◆ Exercise goal
Print again, word for word, all of the records below, and leave the pictures out.

※ ※ ※

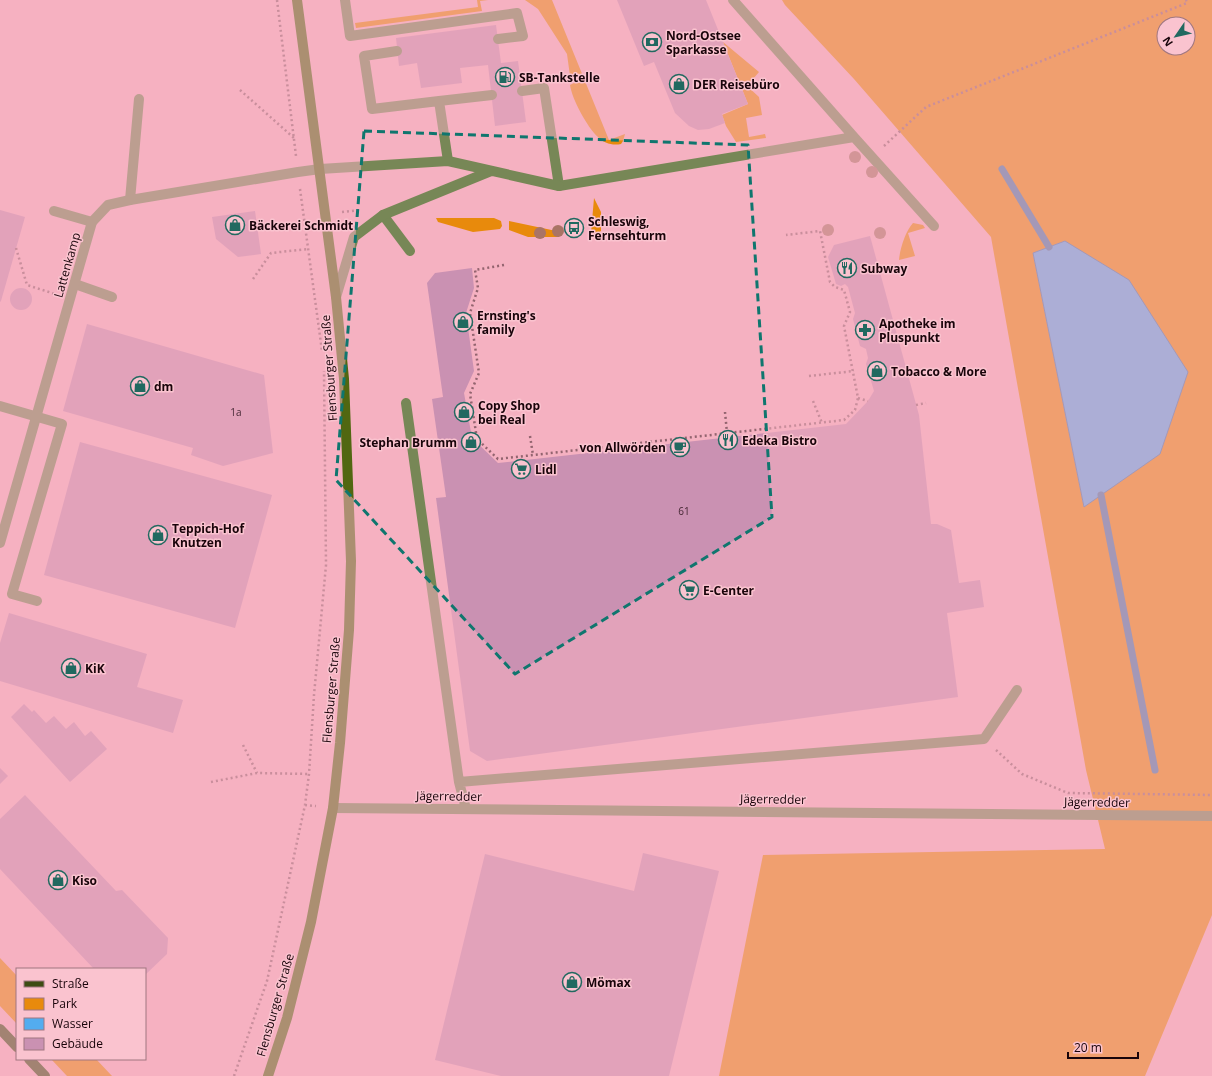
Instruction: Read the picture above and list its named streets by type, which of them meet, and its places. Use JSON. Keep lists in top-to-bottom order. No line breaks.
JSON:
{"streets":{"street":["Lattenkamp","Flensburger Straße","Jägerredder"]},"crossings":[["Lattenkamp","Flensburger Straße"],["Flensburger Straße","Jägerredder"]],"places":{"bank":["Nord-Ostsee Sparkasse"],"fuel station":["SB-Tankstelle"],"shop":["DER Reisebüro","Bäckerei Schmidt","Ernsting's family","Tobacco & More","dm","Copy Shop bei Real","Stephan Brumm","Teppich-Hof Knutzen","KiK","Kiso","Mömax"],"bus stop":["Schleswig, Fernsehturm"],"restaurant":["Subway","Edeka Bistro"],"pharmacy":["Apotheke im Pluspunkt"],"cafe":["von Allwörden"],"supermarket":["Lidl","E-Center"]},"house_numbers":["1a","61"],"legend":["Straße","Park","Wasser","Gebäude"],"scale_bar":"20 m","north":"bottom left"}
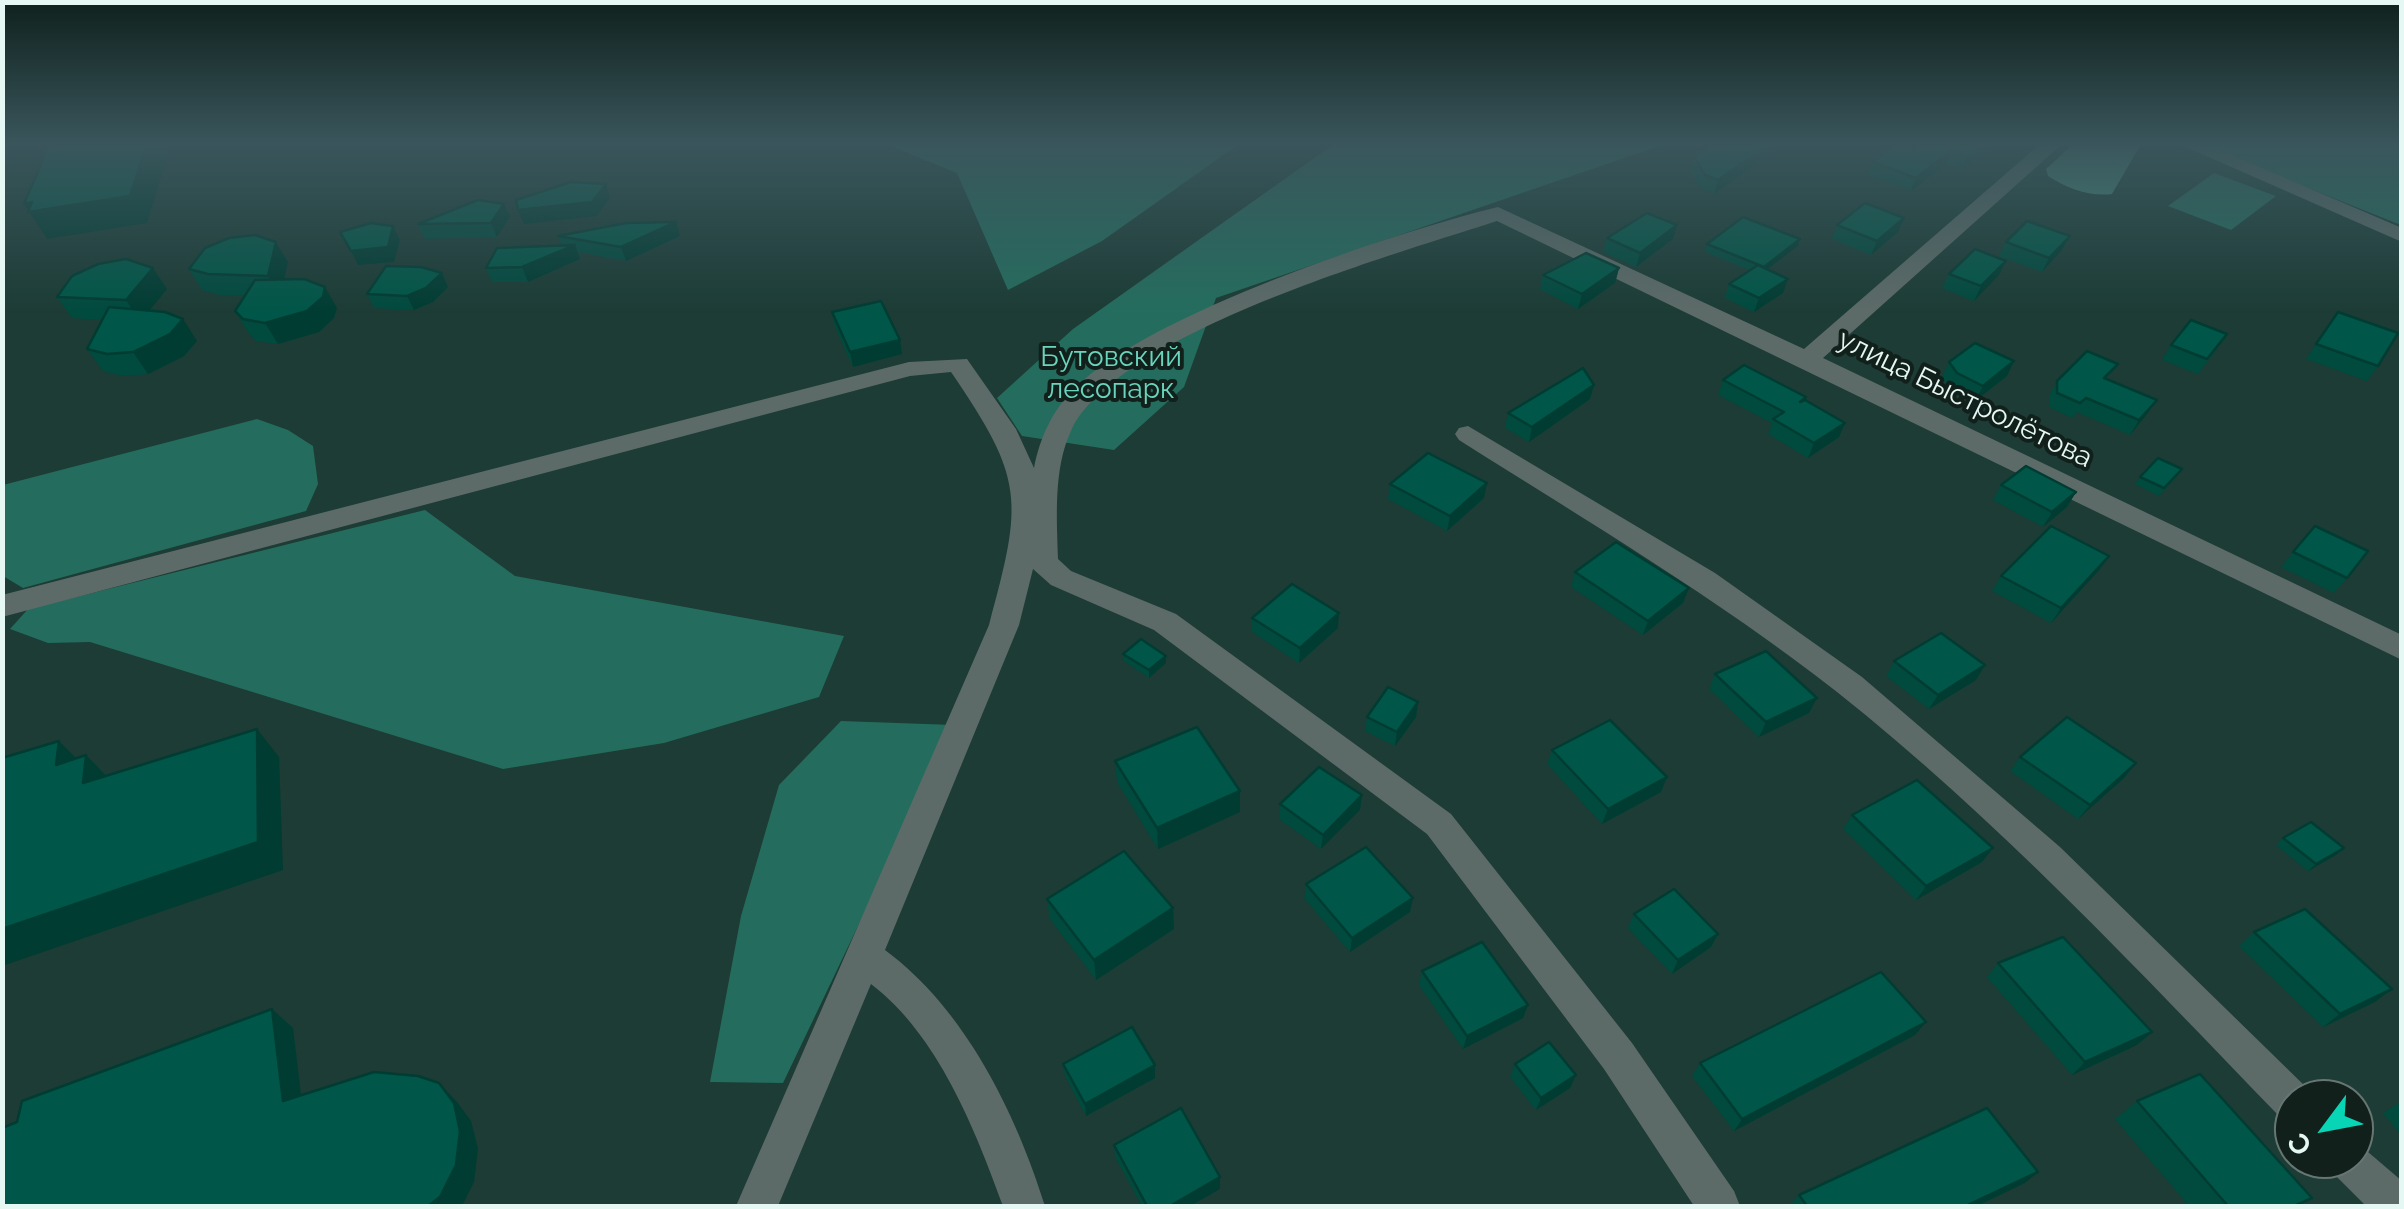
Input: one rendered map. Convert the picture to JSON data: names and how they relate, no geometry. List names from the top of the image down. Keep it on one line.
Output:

※ ※ ※

◆ Exercise output
Instruction: Read the picture above and list its named streets by type, which of them meet, and its places. Use JSON. Keep lists in top-to-bottom order. No line breaks.
JSON:
{"streets":{"street":["Lattenkamp","Flensburger Straße","Jägerredder"]},"crossings":[["Lattenkamp","Flensburger Straße"],["Flensburger Straße","Jägerredder"]],"places":{"bank":["Nord-Ostsee Sparkasse"],"fuel station":["SB-Tankstelle"],"shop":["DER Reisebüro","Bäckerei Schmidt","Ernsting's family","Tobacco & More","dm","Copy Shop bei Real","Stephan Brumm","Teppich-Hof Knutzen","KiK","Kiso","Mömax"],"bus stop":["Schleswig, Fernsehturm"],"restaurant":["Subway","Edeka Bistro"],"pharmacy":["Apotheke im Pluspunkt"],"cafe":["von Allwörden"],"supermarket":["Lidl","E-Center"]},"house_numbers":["1a","61"],"legend":["Straße","Park","Wasser","Gebäude"],"scale_bar":"20 m","north":"bottom left"}
Input: one rendered map. Convert the picture to JSON data: names and how they relate, no geometry. List names from the top of the image down. Keep it on one line.
Output:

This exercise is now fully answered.